Política
Flávio Bolsonaro chega aos EUA para audiência sobre tarifas e critica gestores
O encontro integra a investigação baseada na Seção 301 da Lei de Comércio de 1974, que apura supostas práticas comerciais desleais atribuídas ao Brasil
Pré-candidato participa de audiência no USTR para defender suspensão de tarifa imposta a produtos brasileiros e rebate gesto de Lula.
O senador e pré-candidato à Presidência da República, Flávio Bolsonaro (PL-RJ), desembarcou neste domingo (5) em Washington, nos Estados Unidos, onde participará de uma audiência pública promovida pelo Escritório do Representante de Comércio dos Estados Unidos (USTR). O encontro integra a investigação baseada na Seção 301 da Lei de Comércio de 1974, que apura supostas práticas comerciais desleais atribuídas ao Brasil.

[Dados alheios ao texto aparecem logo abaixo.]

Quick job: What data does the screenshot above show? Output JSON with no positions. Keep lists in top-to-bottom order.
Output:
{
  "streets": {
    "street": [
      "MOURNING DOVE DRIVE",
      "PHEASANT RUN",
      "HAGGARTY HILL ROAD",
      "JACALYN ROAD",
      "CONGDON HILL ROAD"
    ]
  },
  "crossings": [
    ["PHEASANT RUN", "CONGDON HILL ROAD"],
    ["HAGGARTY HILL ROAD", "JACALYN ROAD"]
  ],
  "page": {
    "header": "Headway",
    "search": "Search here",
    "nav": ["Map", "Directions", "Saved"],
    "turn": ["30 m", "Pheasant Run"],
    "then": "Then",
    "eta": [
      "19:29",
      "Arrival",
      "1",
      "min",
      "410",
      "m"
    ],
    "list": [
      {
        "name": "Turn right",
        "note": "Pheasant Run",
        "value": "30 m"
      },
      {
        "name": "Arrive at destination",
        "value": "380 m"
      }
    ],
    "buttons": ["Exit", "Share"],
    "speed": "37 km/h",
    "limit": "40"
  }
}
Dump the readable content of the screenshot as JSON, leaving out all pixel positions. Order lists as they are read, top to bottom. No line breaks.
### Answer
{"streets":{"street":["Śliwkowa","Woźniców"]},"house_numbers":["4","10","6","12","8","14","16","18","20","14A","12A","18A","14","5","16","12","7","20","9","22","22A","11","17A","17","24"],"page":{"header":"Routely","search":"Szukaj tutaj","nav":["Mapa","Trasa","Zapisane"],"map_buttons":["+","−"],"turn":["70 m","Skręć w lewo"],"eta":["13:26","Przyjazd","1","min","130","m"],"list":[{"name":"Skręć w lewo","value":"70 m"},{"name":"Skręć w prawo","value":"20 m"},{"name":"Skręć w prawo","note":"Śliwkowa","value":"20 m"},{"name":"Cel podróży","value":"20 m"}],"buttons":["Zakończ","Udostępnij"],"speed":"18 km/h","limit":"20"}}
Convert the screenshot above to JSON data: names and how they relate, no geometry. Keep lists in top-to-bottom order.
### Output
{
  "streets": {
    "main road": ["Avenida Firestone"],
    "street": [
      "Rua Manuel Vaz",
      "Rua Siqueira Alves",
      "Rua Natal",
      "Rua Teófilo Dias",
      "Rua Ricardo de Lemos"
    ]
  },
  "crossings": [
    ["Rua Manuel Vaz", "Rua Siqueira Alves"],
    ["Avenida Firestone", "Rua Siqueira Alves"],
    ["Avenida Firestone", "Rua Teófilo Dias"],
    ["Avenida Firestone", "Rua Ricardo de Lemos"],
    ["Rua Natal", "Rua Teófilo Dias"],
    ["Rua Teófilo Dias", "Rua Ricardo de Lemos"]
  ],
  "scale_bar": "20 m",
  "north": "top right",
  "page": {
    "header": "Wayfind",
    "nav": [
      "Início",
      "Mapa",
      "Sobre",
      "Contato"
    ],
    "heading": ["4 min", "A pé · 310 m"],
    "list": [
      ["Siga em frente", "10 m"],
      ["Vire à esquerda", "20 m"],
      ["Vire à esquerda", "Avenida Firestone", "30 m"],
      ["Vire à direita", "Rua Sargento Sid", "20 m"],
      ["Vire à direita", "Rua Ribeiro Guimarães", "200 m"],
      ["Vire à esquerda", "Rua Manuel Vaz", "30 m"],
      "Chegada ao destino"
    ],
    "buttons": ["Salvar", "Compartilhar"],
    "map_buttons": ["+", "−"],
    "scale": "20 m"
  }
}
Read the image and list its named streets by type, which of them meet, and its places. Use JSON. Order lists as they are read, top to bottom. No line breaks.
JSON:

A audiência será realizada na Comissão de Comércio Internacional dos Estados Unidos, em duas sessões, nos dias 6 e 7 de julho. Flávio Bolsonaro deve participar do painel agendado para terça-feira (7), quando pretende defender a suspensão da tarifa de 25% proposta pelo governo do então presidente Donald Trump sobre produtos brasileiros.
Na última quinta-feira, Flávio enviou ao USTR um documento solicitando a suspensão imediata da tarifa sobre as exportações brasileiras. Segundo o senador, a medida "recompensaria exatamente os infratores que pretende punir", ao fortalecer politicamente o governo do presidente Luiz Inácio Lula da Silva.
No pedido, Flávio também solicita que a aplicação das tarifas seja adiada por 180 dias, permitindo que qualquer decisão seja tomada apenas após as eleições presidenciais no Brasil.
Ao chegar aos Estados Unidos, Flávio Bolsonaro criticou o presidente Lula (PT) pelo gesto de mostrar o dedo do meio durante evento no Palácio do Planalto, na última sexta-feira. "Enquanto o atual presidente manda o dedo do meio para o povo brasileiro, eu vim a Washington defender os brasileiros", afirmou.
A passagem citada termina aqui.